# DESCRIPTION OF THE TASK
What are the lines from the top of the entries through the one with "position:absolute; width:88px; margin:-44px;"? Write them out exactly, with no pictures.

------------------------------

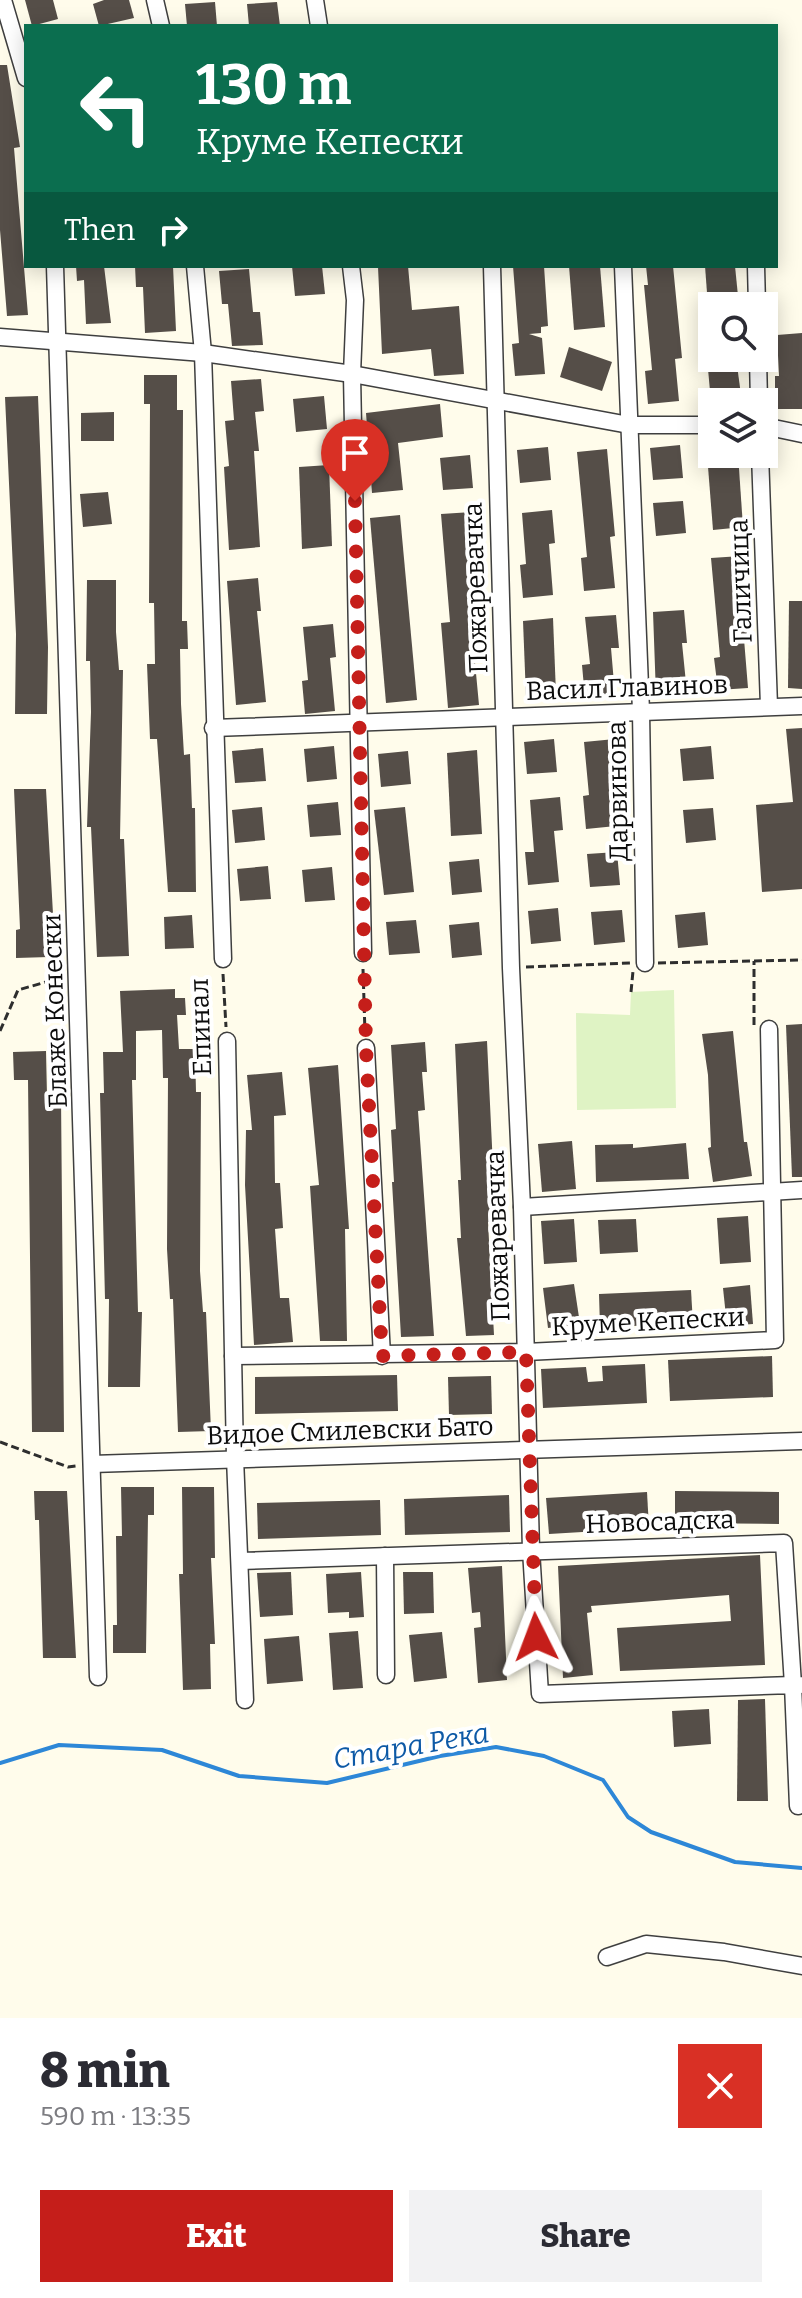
<!DOCTYPE html>
<html lang="en">
<head>
<meta charset="utf-8">
<style>
	body { margin:0; font-family:Bitter,serif; background:#f2f2f3; color:#2b2b33; height:100vh; display:flex; flex-direction:column; font-size:30px; white-space:nowrap }
	* { box-sizing:border-box; margin:0 }
	p { font-size:26px; color:#7c7c81 }
	.icon { flex:none; width:44px; height:44px; fill:none; stroke:currentColor; stroke-width:2; stroke-linecap:round; stroke-linejoin:round }
	.map { position:relative; height:2018px; overflow:hidden }
	.drawer { display:flex; flex-direction:column; background:#fff; flex:1 }
	.drawer>* { flex:none }
	.guide { position:absolute; left:24px; top:24px; width:754px; height:244px; border-radius:0px; box-shadow:0 4px 20px #0003; background:#0b6e4f; color:#fff; overflow:hidden }
	.tools { position:absolute; left:698px; top:292px; display:grid; gap:16px }
	.tools a { display:grid; place-items:center; width:80px; height:80px; border-radius:0px; background:#fff; box-shadow:0 4px 20px #0003; font-size:40px }
	.pin { position:absolute; display:grid; place-items:center; width:68px; height:68px; color:#fff; margin:-82px -34px; border-radius:50% 50% 50% 0; rotate:-45deg; box-shadow:0 0 8px #0007 }
	.pin .icon { rotate:45deg }
	.me { position:absolute; width:88px; margin:-44px; rotate:357deg; stroke-linejoin:round; filter:drop-shadow(0 0 6px #0008) }
	.turn { display:flex; align-items:center; gap:28px; height:168px; padding:0 40px; font-size:36px }
	.turn .icon { width:104px; height:104px; stroke-width:2.5 }
	.turn b { display:block; font-size:56px; line-height:68px }
	.then { display:flex; align-items:center; height:76px; padding:0 40px; background:#0003; gap:16px; font-size:30px }
	.round { display:grid; place-items:center; flex:none; width:84px; height:84px; border-radius:0px; background:#f2f2f3 }
	.summary { display:flex; align-items:center; justify-content:space-between; height:136px; padding:0 40px }
	h1 { font-size:48px; font-weight:800; line-height:60px }
	.cta { display:flex; gap:16px; margin-top:auto; padding:16px 40px }
	.cta a { flex:1; height:92px; border-radius:0px; background:#c51e1a; color:#fff; font-size:32px; font-weight:800; line-height:92px; text-align:center }
	.cta a+a { background:#f2f2f3; color:#2b2b33 }
	.map>svg:first-child { display:block }
</style>
</head>
<body>
<div class="map">
<svg width="802" height="2018" viewBox="0 0 802 2018">
	<rect width="100%" height="100%" fill="#fffceb"/>
	<polygon fill="#dff3c4" points="674,990 676,1108 577,1110 576,1013 630,1015 631,992"/>
	<g fill="none" stroke-linecap="round" stroke-linejoin="round">
		<polyline stroke="#2d87d7" stroke-width="4" points="0,1763 59,1745 162,1750 239,1776 327,1783 440,1756 496,1747 544,1756 603,1780 628,1817 651,1832 735,1862 802,1868"/>
	</g>
	<g fill="#554e48">
		<polygon points="25,0 53,0 58,19 32,26"/>
		<polygon points="104,0 129,0 134,18 99,26 93,4"/>
		<polygon points="215,2 217,26 187,26 185,4"/>
		<polygon points="277,2 280,26 249,26 247,4"/>
		<polygon points="0,65 7,65 20,147 14,148 28,315 7,316 0,230"/>
		<polygon points="76,266 104,266 111,323 86,324 84,280 77,281"/>
		<polygon points="135,266 173,266 176,331 145,333 143,287 136,287"/>
		<polygon points="292,266 322,266 325,294 295,296"/>
		<polygon points="408,266 412,310 459,306 464,374 434,376 431,349 382,354 378,267"/>
		<polygon points="513,266 544,266 548,326 541,327 541,333 529,334 542,338 545,374 515,376 512,344 519,343"/>
		<polygon points="569,266 600,266 605,327 574,330"/>
		<polygon points="646,266 673,266 682,358 675,359 679,401 648,404 645,371 652,370 644,285 648,285"/>
		<polygon points="705,266 735,266 739,306 708,306"/>
		<polygon points="249,269 253,312 260,312 263,345 232,346 228,304 222,304 219,271"/>
		<polygon points="802,333 802,409 775,409 775,376 779,376 777,335"/>
		<polygon points="569,347 612,362 602,391 560,377"/>
		<polygon points="707,358 736,358 742,402 711,402"/>
		<polygon points="144,375 177,375 177,410 183,410 182,621 187,621 188,649 180,649 181,704 184,755 190,754 192,808 195,808 196,892 168,892 157,739 150,739 147,664 155,664 154,603 149,603 150,404 144,404"/>
		<polygon points="261,379 264,411 255,412 259,451 254,451 260,547 229,550 224,467 229,466 225,421 234,420 231,381"/>
		<polygon points="38,396 48,647 47,714 15,714 16,634 5,397"/>
		<polygon points="324,396 327,429 296,432 293,399"/>
		<polygon points="440,404 443,437 398,443 403,490 372,493 366,413"/>
		<polygon points="114,412 114,441 81,441 81,413"/>
		<polygon points="680,445 683,478 653,480 650,448"/>
		<polygon points="548,447 551,480 520,483 517,450"/>
		<polygon points="607,449 615,536 610,537 615,588 584,591 581,558 587,557 577,452"/>
		<polygon points="707,454 738,454 743,527 713,530"/>
		<polygon points="470,455 473,488 443,490 440,458"/>
		<polygon points="329,465 332,546 302,549 299,467"/>
		<polygon points="108,492 112,524 83,527 80,494"/>
		<polygon points="683,501 686,533 656,536 653,503"/>
		<polygon points="552,510 555,543 549,544 553,595 523,598 520,565 526,564 522,513"/>
		<polygon points="472,512 478,598 469,599 479,705 448,708 441,623 450,622 441,514"/>
		<polygon points="400,515 417,700 386,703 370,518"/>
		<polygon points="741,556 749,639 744,639 748,688 718,690 714,658 720,657 711,558"/>
		<polygon points="258,578 261,611 257,611 266,702 236,705 227,581"/>
		<polygon points="87,580 116,580 116,632 119,670 123,670 120,839 124,839 129,956 97,957 91,827 87,827 91,712 90,661 86,661"/>
		<polygon points="789,601 802,601 802,689 788,688"/>
		<polygon points="684,610 687,643 682,643 687,693 656,695 653,612"/>
		<polygon points="616,615 619,648 611,648 615,695 585,698 582,665 590,664 585,617"/>
		<polygon points="553,618 556,694 526,697 523,621"/>
		<polygon points="333,624 336,657 330,658 335,711 305,714 302,681 308,680 303,627"/>
		<polygon points="802,728 802,889 762,892 756,805 793,802 786,729"/>
		<polygon points="554,739 557,772 527,774 524,742"/>
		<polygon points="615,739 618,772 612,773 616,826 586,829 583,796 589,795 584,742"/>
		<polygon points="334,746 337,779 307,782 304,749"/>
		<polygon points="711,746 714,779 683,781 680,749"/>
		<polygon points="263,748 266,781 235,783 232,751"/>
		<polygon points="477,750 482,834 451,836 447,753"/>
		<polygon points="408,751 411,784 381,787 378,754"/>
		<polygon points="14,789 46,789 53,914 49,914 49,957 16,958 16,930 20,929"/>
		<polygon points="560,797 563,830 554,831 559,882 528,885 525,852 534,852 530,800"/>
		<polygon points="338,802 341,835 310,837 307,805"/>
		<polygon points="262,807 265,840 235,843 232,810"/>
		<polygon points="405,807 414,892 384,895 374,810"/>
		<polygon points="713,808 716,840 686,843 683,810"/>
		<polygon points="617,852 620,885 590,887 587,854"/>
		<polygon points="479,859 482,892 452,895 449,862"/>
		<polygon points="268,866 271,899 240,901 237,869"/>
		<polygon points="332,867 335,900 305,902 302,870"/>
		<polygon points="558,908 561,941 531,944 528,911"/>
		<polygon points="622,910 625,942 594,945 591,912"/>
		<polygon points="705,912 708,945 678,948 675,915"/>
		<polygon points="192,915 194,948 165,949 164,917"/>
		<polygon points="416,920 420,953 389,955 386,922"/>
		<polygon points="479,922 482,955 452,958 449,925"/>
		<polygon points="175,989 175,998 185,998 186,1015 177,1015 179,1049 195,1049 196,1092 201,1092 200,1271 203,1312 206,1312 211,1431 178,1432 173,1299 170,1299 167,1249 168,1078 163,1078 162,1030 136,1031 136,1080 132,1080 138,1312 142,1312 140,1387 108,1387 109,1299 105,1299 100,1093 104,1093 103,1052 123,1052 120,991"/>
		<polygon points="802,1024 802,1177 792,1177 786,1025"/>
		<polygon points="733,1031 744,1142 747,1142 752,1176 713,1182 708,1148 711,1147 708,1075 702,1034"/>
		<polygon points="487,1041 493,1167 489,1167 493,1222 488,1222 494,1335 466,1336 457,1238 461,1238 458,1180 461,1180 455,1044"/>
		<polygon points="425,1042 427,1072 422,1072 425,1110 418,1111 434,1336 401,1337 392,1182 394,1182 391,1130 396,1129 391,1045"/>
		<polygon points="46,1051 47,1096 61,1096 64,1432 32,1432 28,1080 14,1080 13,1052"/>
		<polygon points="338,1065 349,1229 345,1229 347,1341 320,1341 310,1186 319,1185 308,1068"/>
		<polygon points="282,1072 286,1115 274,1116 275,1183 280,1183 283,1228 275,1229 280,1298 289,1298 293,1342 254,1345 245,1185 246,1130 252,1130 247,1075"/>
		<polygon points="572,1141 576,1189 542,1192 538,1144"/>
		<polygon points="686,1143 689,1179 596,1182 595,1145 633,1144 633,1148"/>
		<polygon points="748,1216 751,1262 720,1264 717,1218"/>
		<polygon points="574,1219 577,1262 544,1264 541,1221"/>
		<polygon points="636,1219 638,1252 600,1254 598,1220"/>
		<polygon points="574,1284 580,1324 548,1328 543,1288"/>
		<polygon points="750,1285 753,1324 727,1326 723,1288"/>
		<polygon points="691,1290 693,1324 600,1327 599,1294"/>
		<polygon points="772,1356 773,1397 670,1401 668,1360"/>
		<polygon points="645,1364 647,1403 543,1408 541,1369 586,1367 588,1382 603,1381 602,1366"/>
		<polygon points="397,1375 398,1411 255,1414 255,1377"/>
		<polygon points="491,1376 492,1414 449,1415 448,1377"/>
		<polygon points="121,1487 154,1487 154,1515 148,1515 146,1653 113,1653 113,1625 117,1625 116,1536 122,1536"/>
		<polygon points="182,1487 214,1487 215,1558 211,1558 215,1644 210,1644 211,1689 183,1690 179,1574 183,1574"/>
		<polygon points="34,1491 67,1491 76,1658 43,1658 39,1520 35,1520"/>
		<polygon points="675,1491 779,1492 779,1524 675,1523"/>
		<polygon points="647,1492 649,1528 549,1534 546,1498"/>
		<polygon points="509,1495 510,1532 405,1535 404,1499"/>
		<polygon points="380,1500 381,1535 258,1539 257,1503"/>
		<polygon points="760,1555 765,1665 620,1671 617,1628 731,1621 729,1595 591,1606 592,1612 587,1613 593,1675 563,1678 558,1566"/>
		<polygon points="502,1566 507,1680 478,1683 474,1628 481,1627 480,1612 472,1613 468,1568"/>
		<polygon points="291,1572 293,1615 260,1617 257,1573"/>
		<polygon points="361,1572 364,1617 349,1618 349,1612 328,1613 326,1574"/>
		<polygon points="403,1572 433,1572 434,1613 404,1614"/>
		<polygon points="358,1631 363,1688 333,1690 329,1633"/>
		<polygon points="442,1632 447,1678 414,1682 409,1635"/>
		<polygon points="299,1636 303,1681 267,1684 264,1639"/>
		<polygon points="765,1699 768,1801 737,1801 738,1700"/>
		<polygon points="709,1709 711,1744 674,1747 672,1711"/>
	</g>
	<g fill="none" stroke-linecap="round" stroke-linejoin="round">
		<defs>
			<g id="minor">
				<polyline points="3,0 26,78"/>
				<polyline points="155,0 161,26"/>
				<polyline points="315,0 319,26"/>
				<polyline points="55,266 98,1677"/>
				<polyline points="195,266 203,353 223,959"/>
				<polyline points="351,266 355,300 352,374 363,953"/>
				<polyline points="492,266 511,968 522,1207 531,1550 540,1694 793,1685 798,1806"/>
				<polyline points="623,266 641,711 645,963"/>
				<polyline points="756,266 757,306"/>
				<polyline points="0,337 203,353 352,374 629,425 712,425"/>
				<polyline points="758,358 759,402"/>
				<polyline points="764,426 802,434"/>
				<polyline points="760,454 769,706"/>
				<polyline points="213,728 802,706"/>
				<polyline points="227,1041 235,1458 245,1700"/>
				<polyline points="366,1048 382,1356"/>
				<polyline points="522,1207 802,1190"/>
				<polyline points="233,1356 526,1352 775,1340 769,1029"/>
				<polyline points="92,1464 802,1441"/>
				<polyline points="385,1556 386,1675"/>
				<polyline points="240,1561 784,1543 793,1685 800,1685"/>
				<polyline points="607,1957 646,1944 724,1952 802,1966"/>
			</g>
		</defs>
		<use href="#minor" stroke="#3f3f3f" stroke-width="19"/>
		<g stroke="#2e2e2e" stroke-width="3" stroke-dasharray="8 4" stroke-linecap="butt">
			<polyline points="658,963 802,960"/>
			<polyline points="526,967 630,963"/>
			<polyline points="363,969 365,1033"/>
			<polyline points="223,974 226,1027"/>
			<polyline points="631,992 633,971"/>
			<polyline points="754,1025 754,961"/>
			<polyline points="0,1031 18,990 60,978"/>
			<polyline points="0,1442 68,1467 76,1466"/>
		</g>
		<use href="#minor" stroke="#fff" stroke-width="16"/>
	</g>
	<g fill="none" stroke-linecap="round" stroke-linejoin="round">
		<polyline stroke="#c51e1a" stroke-width="14" stroke-dasharray="0 25.2" points="355,501 366,1048 382,1356 526,1352 536,1637"/>
	</g>
	<g text-anchor="middle" dominant-baseline="central" stroke-width="8" stroke-linejoin="round" paint-order="stroke">
		<g font-size="26" fill="#0c0c0c" stroke="#fff">
			<text transform="translate(741 581) rotate(-92)">Галичица</text>
			<text transform="translate(476 588) rotate(-92)">Пожаревачка</text>
			<text transform="translate(627 688) rotate(-2)">Васил Главинов</text>
			<text transform="translate(618 791) rotate(-91)">Дарвинова</text>
			<text transform="translate(55 1011) rotate(-92)">Блаже Конески</text>
			<text transform="translate(201 1027) rotate(-92)">Епинал</text>
			<text transform="translate(498 1236) rotate(-92)">Пожаревачка</text>
			<text transform="translate(648 1322) rotate(-3)">Круме Кепески</text>
			<text transform="translate(350 1431) rotate(-2)">Видое Смилевски Бато</text>
			<text transform="translate(660 1522) rotate(-2)">Новосадска</text>
		</g>
		<g font-size="28" font-style="italic" fill="#0d59a6" stroke="#fff">
			<text transform="translate(411 1746) rotate(-10)">Стара Река</text>
		</g>
	</g>
</svg>
<div class="tools">
<a><svg class="icon" aria-label="search" viewBox="0 0 24 24"><circle cx="10" cy="10" r="6"/><path d="M15 15l6 6"/></svg></a>
<a><svg class="icon" aria-label="layers" viewBox="0 0 24 24"><path d="M12 4l9 5-9 5-9-5zM3 14l9 5 9-5"/></svg></a>
</div>
<div class="pin" style="left:355px;top:501px;background:#d93025"><svg class="icon" aria-label="arrive" viewBox="0 0 24 24"><path d="M6 21V4h12l-3 4 3 4H6"/></svg></div>
<svg class="me" style="left:536px;top:1637px" viewBox="-20 -20 40 40"><path d="M0-17L14 15 0 8-14 15z" fill="#c51e1a" stroke="#fff" stroke-width="4"/></svg>
<div class="guide">
<div class="turn"><svg class="icon" aria-label="left" viewBox="0 0 24 24"><path d="M17 20v-9H6M10 6l-5 5 5 5"/></svg><div><b>130 m</b>Круме Кепески</div></div>
<div class="then">Then<svg class="icon" aria-label="right" viewBox="0 0 24 24"><path d="M7 20v-9h11M14 6l5 5-5 5"/></svg></div>
</div>
</div>
<section class="drawer">
<div class="summary"><div><h1>8 min</h1><p>590 m · 13:35</p></div><a class="round" style="background:#d93025;color:#fff"><svg class="icon" aria-label="close" viewBox="0 0 24 24"><path d="M6 6l12 12M18 6L6 18"/></svg></a></div>
<div class="cta"><a>Exit</a><a>Share</a></div>
</section>
</body>
</html>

------------------------------

# COMPLETED TASK
<!DOCTYPE html>
<html lang="en">
<head>
<meta charset="utf-8">
<style>
	body { margin:0; font-family:Bitter,serif; background:#f2f2f3; color:#2b2b33; height:100vh; display:flex; flex-direction:column; font-size:30px; white-space:nowrap }
	* { box-sizing:border-box; margin:0 }
	p { font-size:26px; color:#7c7c81 }
	.icon { flex:none; width:44px; height:44px; fill:none; stroke:currentColor; stroke-width:2; stroke-linecap:round; stroke-linejoin:round }
	.map { position:relative; height:2018px; overflow:hidden }
	.drawer { display:flex; flex-direction:column; background:#fff; flex:1 }
	.drawer>* { flex:none }
	.guide { position:absolute; left:24px; top:24px; width:754px; height:244px; border-radius:0px; box-shadow:0 4px 20px #0003; background:#0b6e4f; color:#fff; overflow:hidden }
	.tools { position:absolute; left:698px; top:292px; display:grid; gap:16px }
	.tools a { display:grid; place-items:center; width:80px; height:80px; border-radius:0px; background:#fff; box-shadow:0 4px 20px #0003; font-size:40px }
	.pin { position:absolute; display:grid; place-items:center; width:68px; height:68px; color:#fff; margin:-82px -34px; border-radius:50% 50% 50% 0; rotate:-45deg; box-shadow:0 0 8px #0007 }
	.pin .icon { rotate:45deg }
	.me { position:absolute; width:88px; margin:-44px; rotate:357deg; stroke-linejoin:round; filter:drop-shadow(0 0 6px #0008) }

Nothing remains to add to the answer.